(PROVIDED DATA begins)
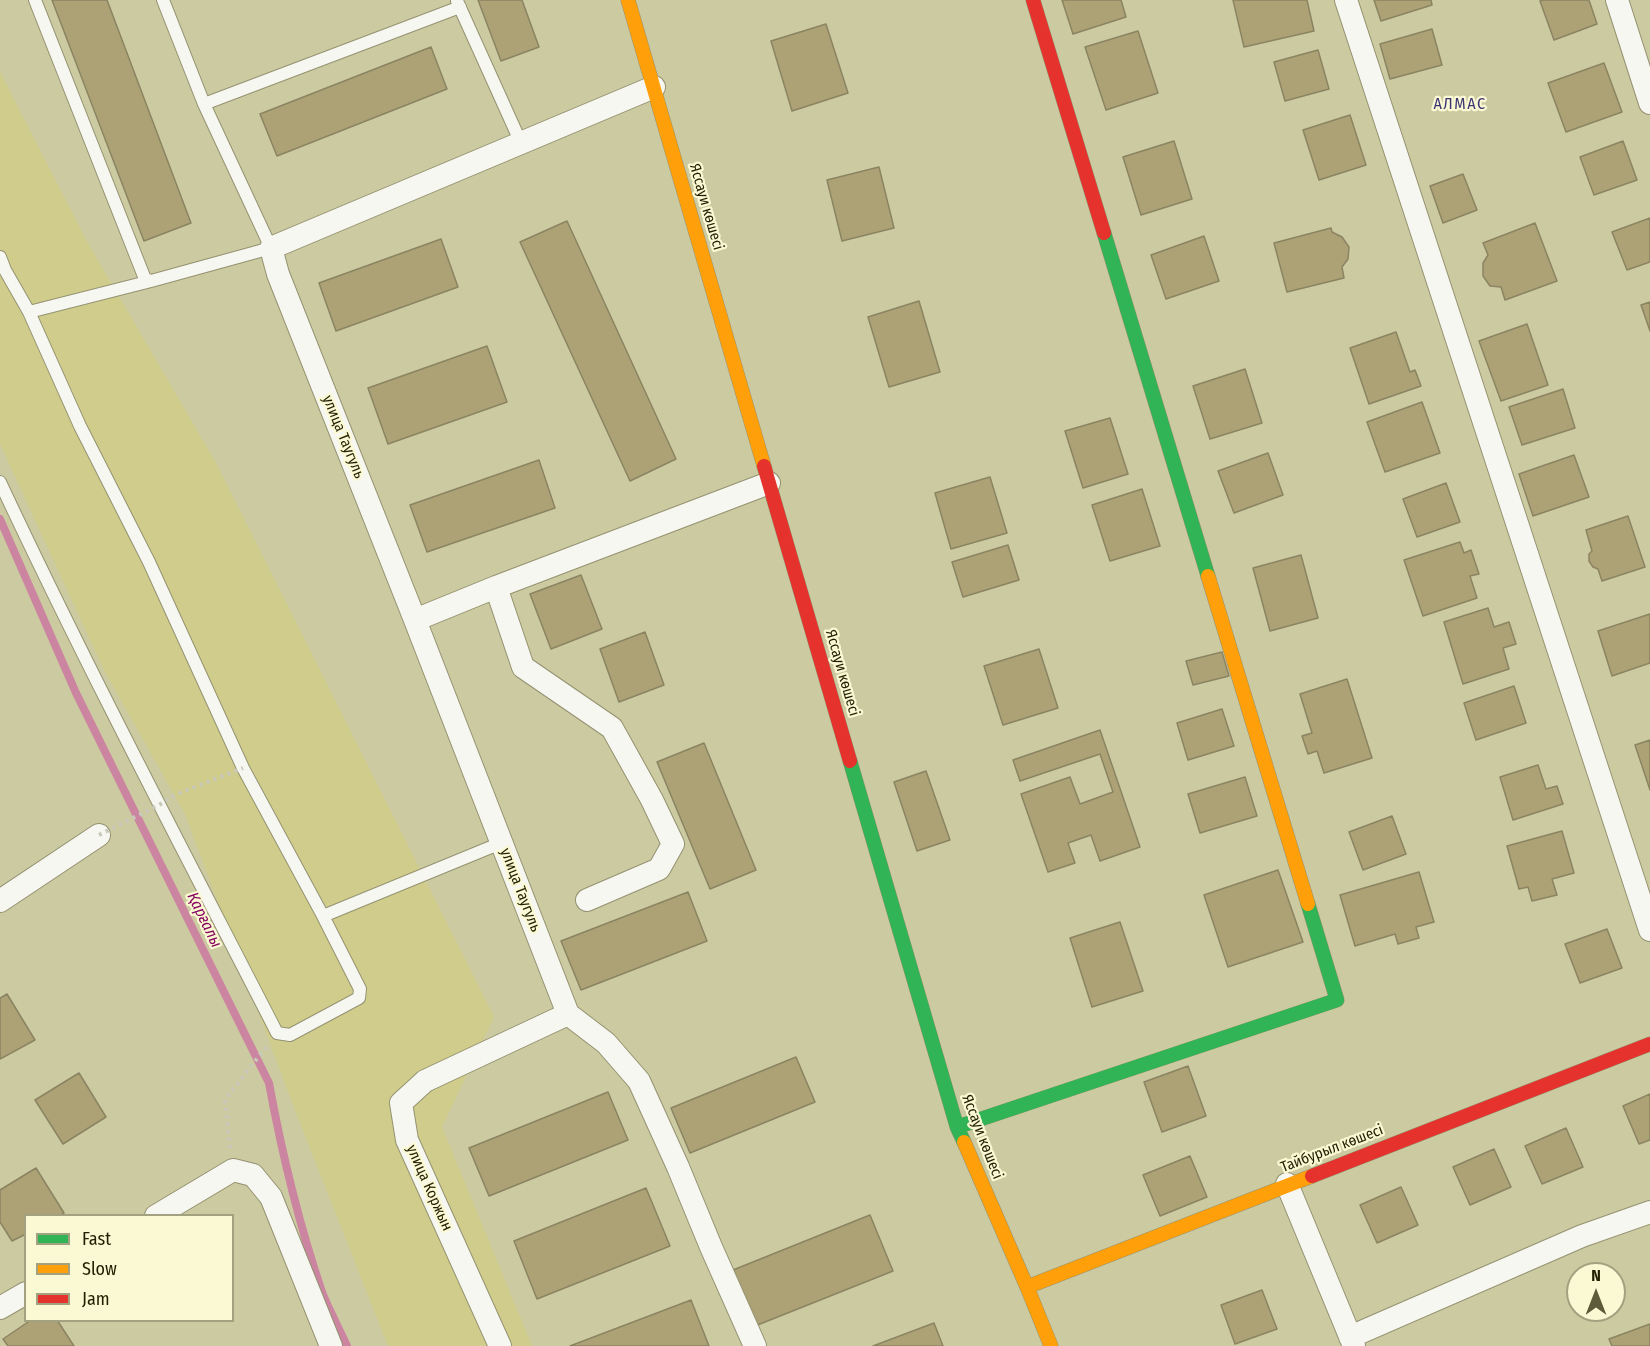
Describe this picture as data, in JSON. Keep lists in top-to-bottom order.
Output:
{
  "streets": {
    "street": [
      "Яссауи көшесі",
      "улица Таугуль",
      "Тайбурыл көшесі",
      "улица Коржын"
    ]
  },
  "crossings": [
    ["Яссауи көшесі", "Тайбурыл көшесі"],
    ["улица Таугуль", "улица Коржын"]
  ],
  "districts": ["АЛМАС"],
  "water": ["Қарғалы"],
  "legend": ["Fast", "Slow", "Jam"],
  "north": "top"
}
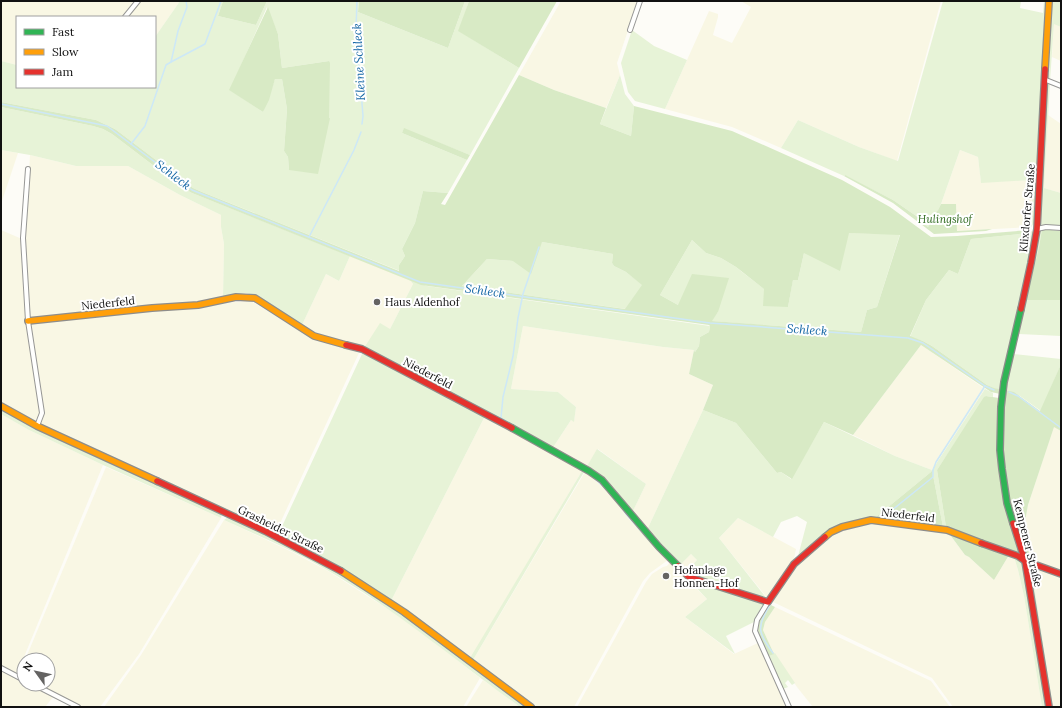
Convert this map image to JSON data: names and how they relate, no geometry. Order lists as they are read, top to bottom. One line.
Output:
{"streets":{"street":["Klixdorfer Straße","Niederfeld","Grasheider Straße","Kempener Straße"]},"crossings":[["Klixdorfer Straße","Kempener Straße"],["Niederfeld","Kempener Straße"]],"water":["Kleine Schleck","Schleck"],"parks":["Hulingshof"],"places":["Haus Aldenhof","Hofanlage Honnen-Hof"],"legend":["Fast","Slow","Jam"],"north":"top left"}
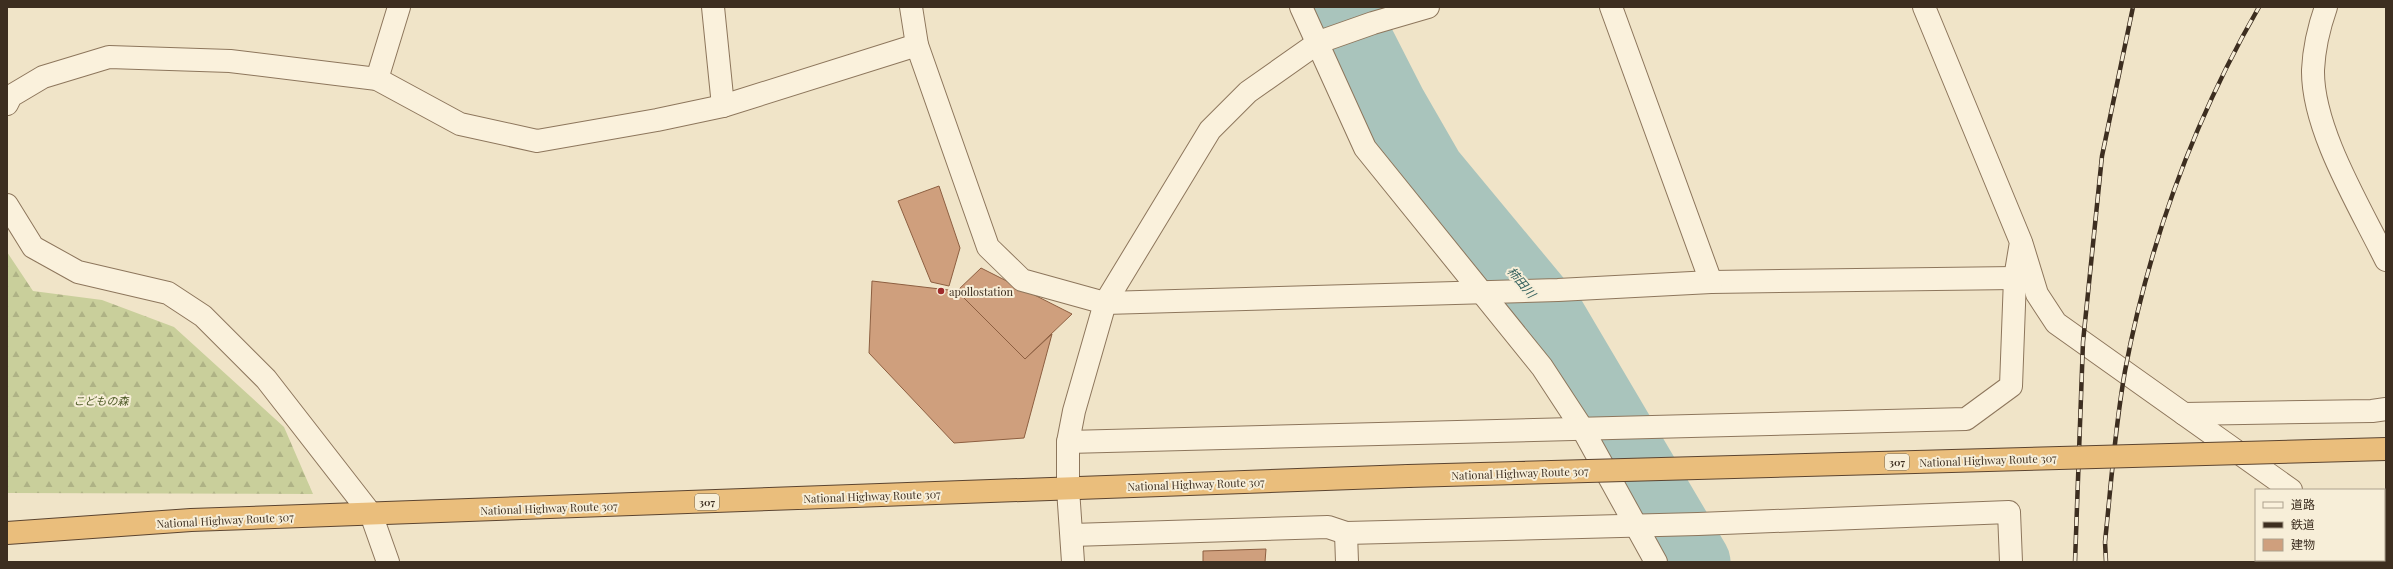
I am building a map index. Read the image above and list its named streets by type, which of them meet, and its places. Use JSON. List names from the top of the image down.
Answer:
{
  "streets": {
    "highway": ["National Highway Route 307", "307"]
  },
  "water": ["柿田川"],
  "parks": ["こどもの森"],
  "places": ["apollostation"],
  "legend": ["道路", "鉄道", "建物"]
}
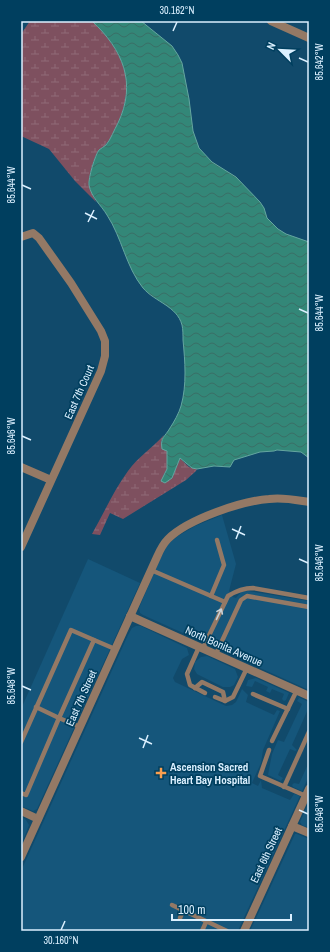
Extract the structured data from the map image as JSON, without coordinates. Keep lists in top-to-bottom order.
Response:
{
  "streets": {
    "street": [
      "East 7th Court",
      "North Bonita Avenue",
      "East 7th Street",
      "East 6th Street"
    ]
  },
  "crossings": [
    ["North Bonita Avenue", "East 7th Street"]
  ],
  "places": {
    "health": ["Ascension Sacred Heart Bay Hospital"]
  },
  "scale_bar": "100 m",
  "north": "top left",
  "coordinates": [
    "30.162°N",
    "85.642°W",
    "85.644°W",
    "85.646°W",
    "85.648°W",
    "30.160°N"
  ]
}
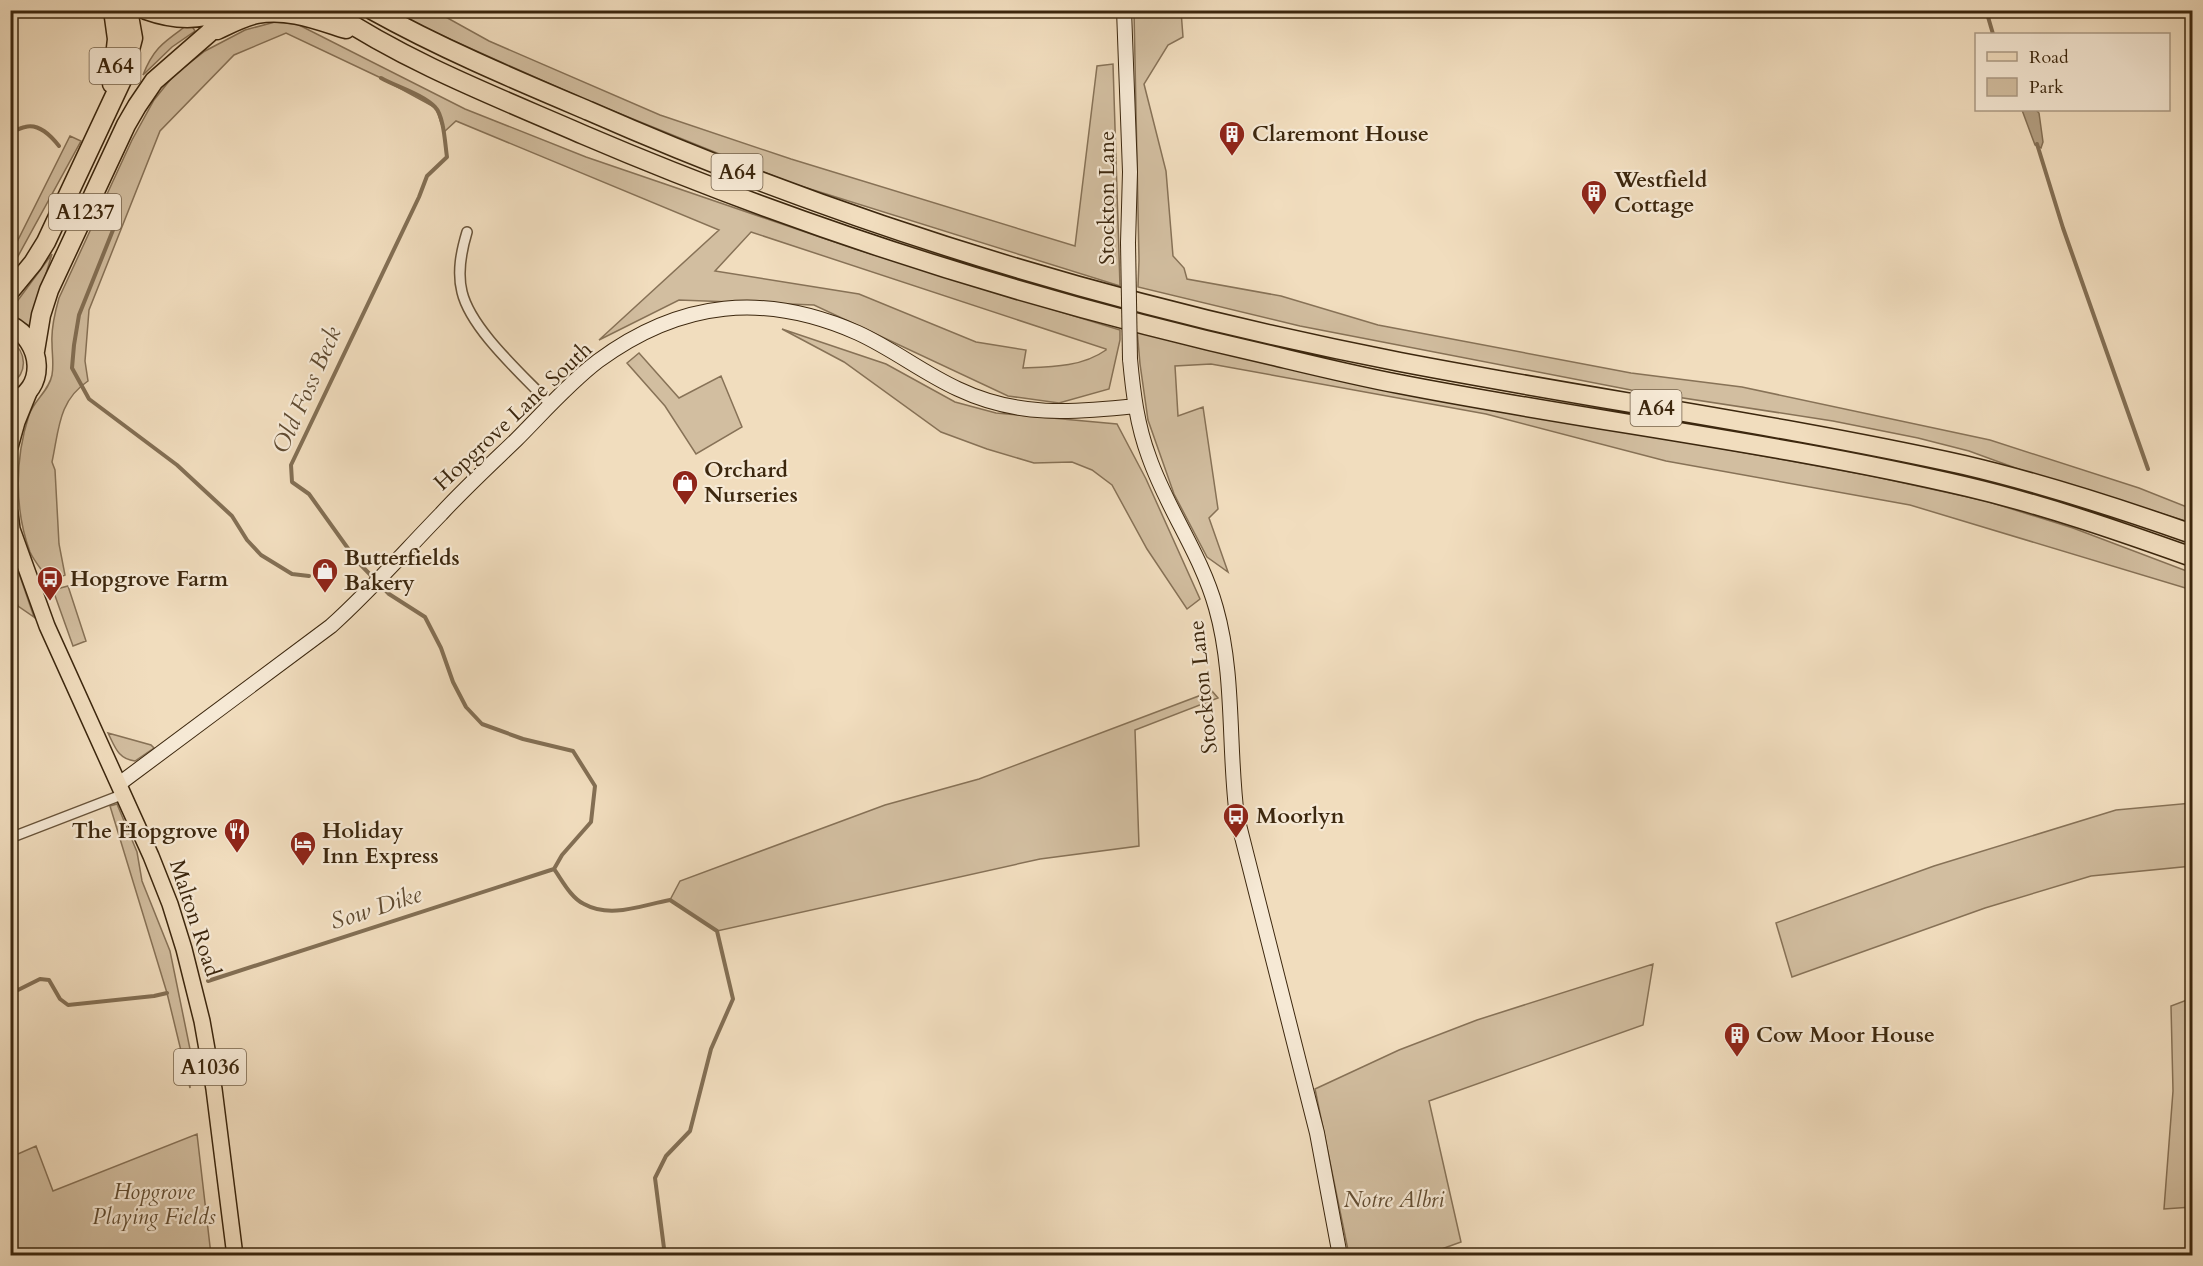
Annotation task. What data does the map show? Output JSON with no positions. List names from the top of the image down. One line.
{"streets":{"highway":["A64","A1237"],"main road":["Malton Road","A1036"],"street":["Stockton Lane","Hopgrove Lane South"]},"crossings":[["A64","A1237"],["Stockton Lane","Hopgrove Lane South"],["Hopgrove Lane South","Malton Road"]],"water":["Old Foss Beck","Sow Dike"],"parks":["Hopgrove Playing Fields","Notre Albri"],"places":{"building":["Claremont House","Westfield Cottage","Cow Moor House"],"shop":["Orchard Nurseries","Butterfields Bakery"],"bus stop":["Hopgrove Farm","Moorlyn"],"restaurant":["The Hopgrove"],"hotel":["Holiday Inn Express"]},"legend":["Road","Park"]}
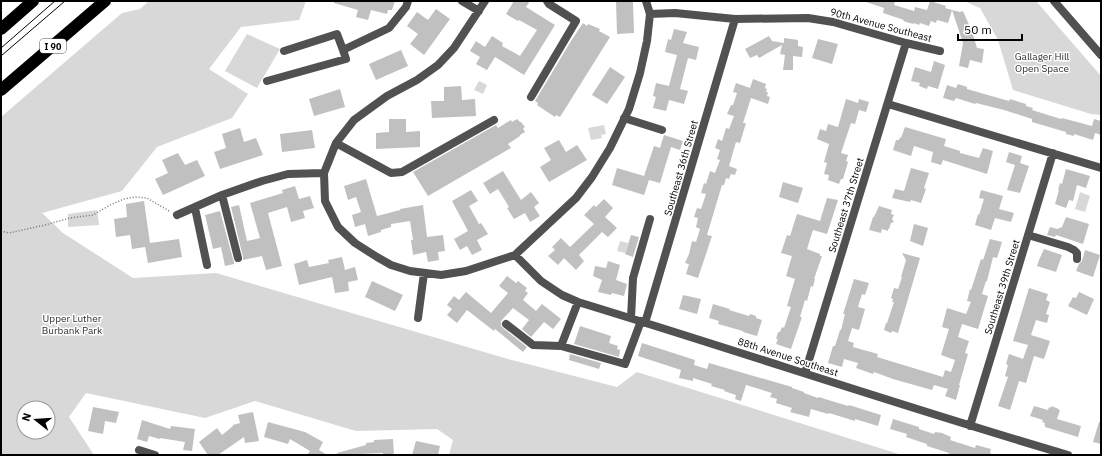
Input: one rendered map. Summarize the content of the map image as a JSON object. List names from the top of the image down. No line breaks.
(PROVIDED DATA ends)
# TASK ITEM
All of the records must come back exactly as they stand, minus every picture.

# EXERCISE RESULT
Describe this picture as data, in JSON. Keep lists in top-to-bottom order.
Output:
{
  "streets": {
    "street": [
      "Яссауи көшесі",
      "улица Таугуль",
      "Тайбурыл көшесі",
      "улица Коржын"
    ]
  },
  "crossings": [
    ["Яссауи көшесі", "Тайбурыл көшесі"],
    ["улица Таугуль", "улица Коржын"]
  ],
  "districts": ["АЛМАС"],
  "water": ["Қарғалы"],
  "legend": ["Fast", "Slow", "Jam"],
  "north": "top"
}
Convert this map image to JSON data: names and how they relate, no geometry. Order lists as they are read, top to bottom. One line.
Output:
{"streets":{"street":["Klixdorfer Straße","Niederfeld","Grasheider Straße","Kempener Straße"]},"crossings":[["Klixdorfer Straße","Kempener Straße"],["Niederfeld","Kempener Straße"]],"water":["Kleine Schleck","Schleck"],"parks":["Hulingshof"],"places":["Haus Aldenhof","Hofanlage Honnen-Hof"],"legend":["Fast","Slow","Jam"],"north":"top left"}
I am building a map index. Read the image above and list its named streets by type, which of them meet, and its places. Use JSON. List names from the top of the image down.
Answer:
{
  "streets": {
    "highway": ["National Highway Route 307", "307"]
  },
  "water": ["柿田川"],
  "parks": ["こどもの森"],
  "places": ["apollostation"],
  "legend": ["道路", "鉄道", "建物"]
}
Extract the structured data from the map image as JSON, without coordinates. Keep lists in top-to-bottom order.
Response:
{
  "streets": {
    "street": [
      "East 7th Court",
      "North Bonita Avenue",
      "East 7th Street",
      "East 6th Street"
    ]
  },
  "crossings": [
    ["North Bonita Avenue", "East 7th Street"]
  ],
  "places": {
    "health": ["Ascension Sacred Heart Bay Hospital"]
  },
  "scale_bar": "100 m",
  "north": "top left",
  "coordinates": [
    "30.162°N",
    "85.642°W",
    "85.644°W",
    "85.646°W",
    "85.648°W",
    "30.160°N"
  ]
}
Annotation task. What data does the map show? Output JSON with no positions. List names from the top of the image down. One line.
{"streets":{"highway":["A64","A1237"],"main road":["Malton Road","A1036"],"street":["Stockton Lane","Hopgrove Lane South"]},"crossings":[["A64","A1237"],["Stockton Lane","Hopgrove Lane South"],["Hopgrove Lane South","Malton Road"]],"water":["Old Foss Beck","Sow Dike"],"parks":["Hopgrove Playing Fields","Notre Albri"],"places":{"building":["Claremont House","Westfield Cottage","Cow Moor House"],"shop":["Orchard Nurseries","Butterfields Bakery"],"bus stop":["Hopgrove Farm","Moorlyn"],"restaurant":["The Hopgrove"],"hotel":["Holiday Inn Express"]},"legend":["Road","Park"]}
Input: one rendered map. Summarize the content of the map image as a JSON object. List names from the top of the image down. No line breaks.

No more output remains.